Data flow Analysis IV - Foundations I

Layout of contents:

  • Iterative Algorithm, Another view
  • Partial Order
  • Upper and Lower Bounds
  • Lattice, Semilattice, Complete and Product Lattice
  • Data Flow Analysis Framework via Lattice
  • Monotonicity and Fixed Point Theorem
  • Relate Iterative Algorithm to Fixed Point Theorem
  • May/Must Analysis, A Lattice View
  • Distributivity and MOP
  • Constant Propagation
  • Worklist Algorithm

View Iterative Algorithm in Another Way

  • Given a CFG(a program) with k nodes, the iterative algorithm updates OUT[n] for every node in each iteration.
  • Assume the domain of the values in data flow analysis is V, then we can define a k-tuple:

$$ (OUT[n_1],OUT[n_2],…,OUT[n_k]) $$

as an element of set (V1 * V2 * … * Vk), denoted as V^k ,to hold the values of the analysis after each iteration.

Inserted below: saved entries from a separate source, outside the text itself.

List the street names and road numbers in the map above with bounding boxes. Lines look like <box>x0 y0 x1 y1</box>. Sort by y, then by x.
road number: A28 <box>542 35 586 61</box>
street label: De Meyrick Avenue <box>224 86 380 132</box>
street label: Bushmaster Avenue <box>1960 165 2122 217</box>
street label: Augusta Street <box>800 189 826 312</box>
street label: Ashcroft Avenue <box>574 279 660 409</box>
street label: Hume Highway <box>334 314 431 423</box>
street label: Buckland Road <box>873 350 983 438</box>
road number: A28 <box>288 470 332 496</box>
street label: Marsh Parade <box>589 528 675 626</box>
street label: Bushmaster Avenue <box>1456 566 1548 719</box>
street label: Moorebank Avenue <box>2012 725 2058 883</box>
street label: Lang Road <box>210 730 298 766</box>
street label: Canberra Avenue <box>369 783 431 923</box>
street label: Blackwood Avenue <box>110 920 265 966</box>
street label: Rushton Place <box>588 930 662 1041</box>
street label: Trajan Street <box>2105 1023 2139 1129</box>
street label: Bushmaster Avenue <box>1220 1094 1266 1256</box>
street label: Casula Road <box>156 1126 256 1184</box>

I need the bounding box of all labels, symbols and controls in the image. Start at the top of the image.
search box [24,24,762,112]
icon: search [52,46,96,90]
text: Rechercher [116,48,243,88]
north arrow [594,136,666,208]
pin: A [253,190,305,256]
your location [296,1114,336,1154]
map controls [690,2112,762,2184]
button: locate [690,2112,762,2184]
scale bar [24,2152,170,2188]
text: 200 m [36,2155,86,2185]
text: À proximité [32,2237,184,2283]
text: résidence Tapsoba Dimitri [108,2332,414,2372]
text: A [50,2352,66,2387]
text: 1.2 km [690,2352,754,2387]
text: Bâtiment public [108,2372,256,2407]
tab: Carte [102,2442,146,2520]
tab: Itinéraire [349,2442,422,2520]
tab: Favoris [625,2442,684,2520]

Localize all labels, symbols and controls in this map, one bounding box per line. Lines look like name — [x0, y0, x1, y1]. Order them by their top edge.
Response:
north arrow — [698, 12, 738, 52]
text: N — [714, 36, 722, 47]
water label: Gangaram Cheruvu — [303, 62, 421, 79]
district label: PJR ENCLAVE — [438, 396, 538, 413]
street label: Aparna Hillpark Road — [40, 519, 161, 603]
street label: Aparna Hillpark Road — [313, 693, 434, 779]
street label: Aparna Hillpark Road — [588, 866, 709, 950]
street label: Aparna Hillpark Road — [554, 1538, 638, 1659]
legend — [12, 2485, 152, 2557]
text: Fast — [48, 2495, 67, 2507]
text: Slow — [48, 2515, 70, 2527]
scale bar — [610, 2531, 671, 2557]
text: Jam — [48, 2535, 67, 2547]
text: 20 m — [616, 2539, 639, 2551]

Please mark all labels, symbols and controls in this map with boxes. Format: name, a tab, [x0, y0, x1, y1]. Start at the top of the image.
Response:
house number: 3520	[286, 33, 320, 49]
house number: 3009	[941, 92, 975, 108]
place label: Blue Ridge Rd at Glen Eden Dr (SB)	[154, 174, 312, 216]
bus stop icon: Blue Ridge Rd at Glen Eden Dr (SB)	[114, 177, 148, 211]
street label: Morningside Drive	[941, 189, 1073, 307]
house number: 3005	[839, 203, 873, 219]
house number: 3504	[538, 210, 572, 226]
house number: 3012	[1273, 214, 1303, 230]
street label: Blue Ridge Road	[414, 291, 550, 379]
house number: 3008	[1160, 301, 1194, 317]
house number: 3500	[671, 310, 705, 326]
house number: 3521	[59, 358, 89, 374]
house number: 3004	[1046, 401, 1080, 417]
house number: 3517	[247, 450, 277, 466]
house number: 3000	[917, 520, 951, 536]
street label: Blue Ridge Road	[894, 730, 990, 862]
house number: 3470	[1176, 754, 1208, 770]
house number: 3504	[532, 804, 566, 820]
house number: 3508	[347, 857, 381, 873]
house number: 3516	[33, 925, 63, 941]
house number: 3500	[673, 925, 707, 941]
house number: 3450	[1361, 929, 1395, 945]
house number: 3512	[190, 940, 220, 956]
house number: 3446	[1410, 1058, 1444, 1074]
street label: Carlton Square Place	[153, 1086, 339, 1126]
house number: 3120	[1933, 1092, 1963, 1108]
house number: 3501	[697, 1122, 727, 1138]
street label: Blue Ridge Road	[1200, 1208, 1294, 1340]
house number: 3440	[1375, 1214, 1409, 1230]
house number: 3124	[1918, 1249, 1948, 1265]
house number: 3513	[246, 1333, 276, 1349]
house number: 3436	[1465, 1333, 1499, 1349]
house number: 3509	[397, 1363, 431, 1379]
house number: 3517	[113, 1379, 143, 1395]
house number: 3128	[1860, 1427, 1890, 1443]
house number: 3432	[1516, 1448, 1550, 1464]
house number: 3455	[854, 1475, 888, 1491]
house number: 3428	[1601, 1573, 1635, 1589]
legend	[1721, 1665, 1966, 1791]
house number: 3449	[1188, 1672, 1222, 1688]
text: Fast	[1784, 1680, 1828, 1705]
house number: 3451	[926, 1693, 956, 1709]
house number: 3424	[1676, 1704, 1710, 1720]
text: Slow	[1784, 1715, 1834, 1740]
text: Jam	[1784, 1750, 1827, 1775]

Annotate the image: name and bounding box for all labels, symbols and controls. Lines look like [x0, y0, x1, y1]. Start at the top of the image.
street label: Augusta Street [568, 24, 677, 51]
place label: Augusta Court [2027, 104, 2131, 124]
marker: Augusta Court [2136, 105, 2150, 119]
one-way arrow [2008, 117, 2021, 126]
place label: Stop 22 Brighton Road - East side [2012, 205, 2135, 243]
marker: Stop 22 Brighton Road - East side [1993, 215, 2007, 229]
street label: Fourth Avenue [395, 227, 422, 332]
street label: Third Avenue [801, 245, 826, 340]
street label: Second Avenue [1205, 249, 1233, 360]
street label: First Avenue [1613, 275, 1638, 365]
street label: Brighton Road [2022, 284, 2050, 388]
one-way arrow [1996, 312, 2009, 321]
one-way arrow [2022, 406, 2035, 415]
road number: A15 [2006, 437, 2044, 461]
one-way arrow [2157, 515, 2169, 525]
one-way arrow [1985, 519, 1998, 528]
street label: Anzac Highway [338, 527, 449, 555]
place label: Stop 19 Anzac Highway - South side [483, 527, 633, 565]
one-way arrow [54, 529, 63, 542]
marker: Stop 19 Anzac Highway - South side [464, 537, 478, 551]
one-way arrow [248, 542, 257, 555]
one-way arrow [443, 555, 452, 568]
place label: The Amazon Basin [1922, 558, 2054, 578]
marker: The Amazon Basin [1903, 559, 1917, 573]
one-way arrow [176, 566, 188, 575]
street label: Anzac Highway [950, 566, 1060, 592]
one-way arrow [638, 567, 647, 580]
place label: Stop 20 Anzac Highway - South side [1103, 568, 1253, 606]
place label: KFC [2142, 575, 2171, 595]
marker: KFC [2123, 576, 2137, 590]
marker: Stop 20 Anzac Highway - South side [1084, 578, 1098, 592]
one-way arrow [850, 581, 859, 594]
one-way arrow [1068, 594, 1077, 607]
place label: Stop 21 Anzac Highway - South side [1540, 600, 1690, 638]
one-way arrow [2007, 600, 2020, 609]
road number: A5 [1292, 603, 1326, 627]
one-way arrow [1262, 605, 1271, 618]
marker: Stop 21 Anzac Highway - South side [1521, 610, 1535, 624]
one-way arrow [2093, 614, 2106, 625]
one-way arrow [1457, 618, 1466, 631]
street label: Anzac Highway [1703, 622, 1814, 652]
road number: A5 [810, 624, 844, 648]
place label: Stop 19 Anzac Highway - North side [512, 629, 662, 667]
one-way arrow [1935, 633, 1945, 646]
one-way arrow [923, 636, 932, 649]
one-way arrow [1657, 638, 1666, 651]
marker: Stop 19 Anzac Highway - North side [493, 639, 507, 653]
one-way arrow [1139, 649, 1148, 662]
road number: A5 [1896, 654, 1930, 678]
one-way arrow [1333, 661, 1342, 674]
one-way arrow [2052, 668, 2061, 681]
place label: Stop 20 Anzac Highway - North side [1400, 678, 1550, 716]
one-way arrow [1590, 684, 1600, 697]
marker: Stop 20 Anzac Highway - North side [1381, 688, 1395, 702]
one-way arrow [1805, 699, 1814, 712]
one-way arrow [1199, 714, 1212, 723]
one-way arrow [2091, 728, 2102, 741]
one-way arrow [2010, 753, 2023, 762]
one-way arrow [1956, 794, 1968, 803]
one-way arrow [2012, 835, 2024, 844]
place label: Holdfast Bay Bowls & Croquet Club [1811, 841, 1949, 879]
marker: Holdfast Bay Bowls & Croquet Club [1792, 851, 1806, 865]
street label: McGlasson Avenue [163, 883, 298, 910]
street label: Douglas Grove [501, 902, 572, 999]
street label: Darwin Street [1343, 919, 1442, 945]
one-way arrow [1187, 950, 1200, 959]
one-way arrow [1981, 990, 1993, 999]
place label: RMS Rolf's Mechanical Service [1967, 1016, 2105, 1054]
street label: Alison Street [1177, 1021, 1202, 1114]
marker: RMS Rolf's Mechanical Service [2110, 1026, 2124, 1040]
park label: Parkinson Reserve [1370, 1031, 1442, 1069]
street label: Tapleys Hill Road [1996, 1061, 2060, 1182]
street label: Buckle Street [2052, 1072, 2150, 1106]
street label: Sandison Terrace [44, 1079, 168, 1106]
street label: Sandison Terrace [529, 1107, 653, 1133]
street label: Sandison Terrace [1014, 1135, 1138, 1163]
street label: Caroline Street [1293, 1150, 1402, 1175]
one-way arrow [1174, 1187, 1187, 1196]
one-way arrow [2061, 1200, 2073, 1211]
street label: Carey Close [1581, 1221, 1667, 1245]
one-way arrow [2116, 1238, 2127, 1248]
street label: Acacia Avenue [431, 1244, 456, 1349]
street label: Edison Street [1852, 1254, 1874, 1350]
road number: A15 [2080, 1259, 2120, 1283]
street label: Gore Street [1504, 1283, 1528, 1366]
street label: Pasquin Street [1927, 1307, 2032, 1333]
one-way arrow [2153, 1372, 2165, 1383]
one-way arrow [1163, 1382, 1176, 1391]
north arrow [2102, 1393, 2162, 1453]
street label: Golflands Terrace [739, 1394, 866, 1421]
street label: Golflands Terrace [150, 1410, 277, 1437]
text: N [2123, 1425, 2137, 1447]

  • Each iteration can be considered as taking an action to map an element of V^k to a new element of V^k, through applying the transfer functions and control-flow handling, abstracted as a function F: V^k -> V^k

  • When we reach a fixed point in F, we terminate in this algorithm.

The iterative algorithm is also called IN/OUT equation system

Properties of F

  • Is the algorithm guaranteed to terminate or reach the fixed point, or does it always have a solution ?
  • If so, is there only one fixed point? If more than one, which one is the best (more precise) ?
  • When will the algorithm reach the fixed point? (Worst-case time consumption)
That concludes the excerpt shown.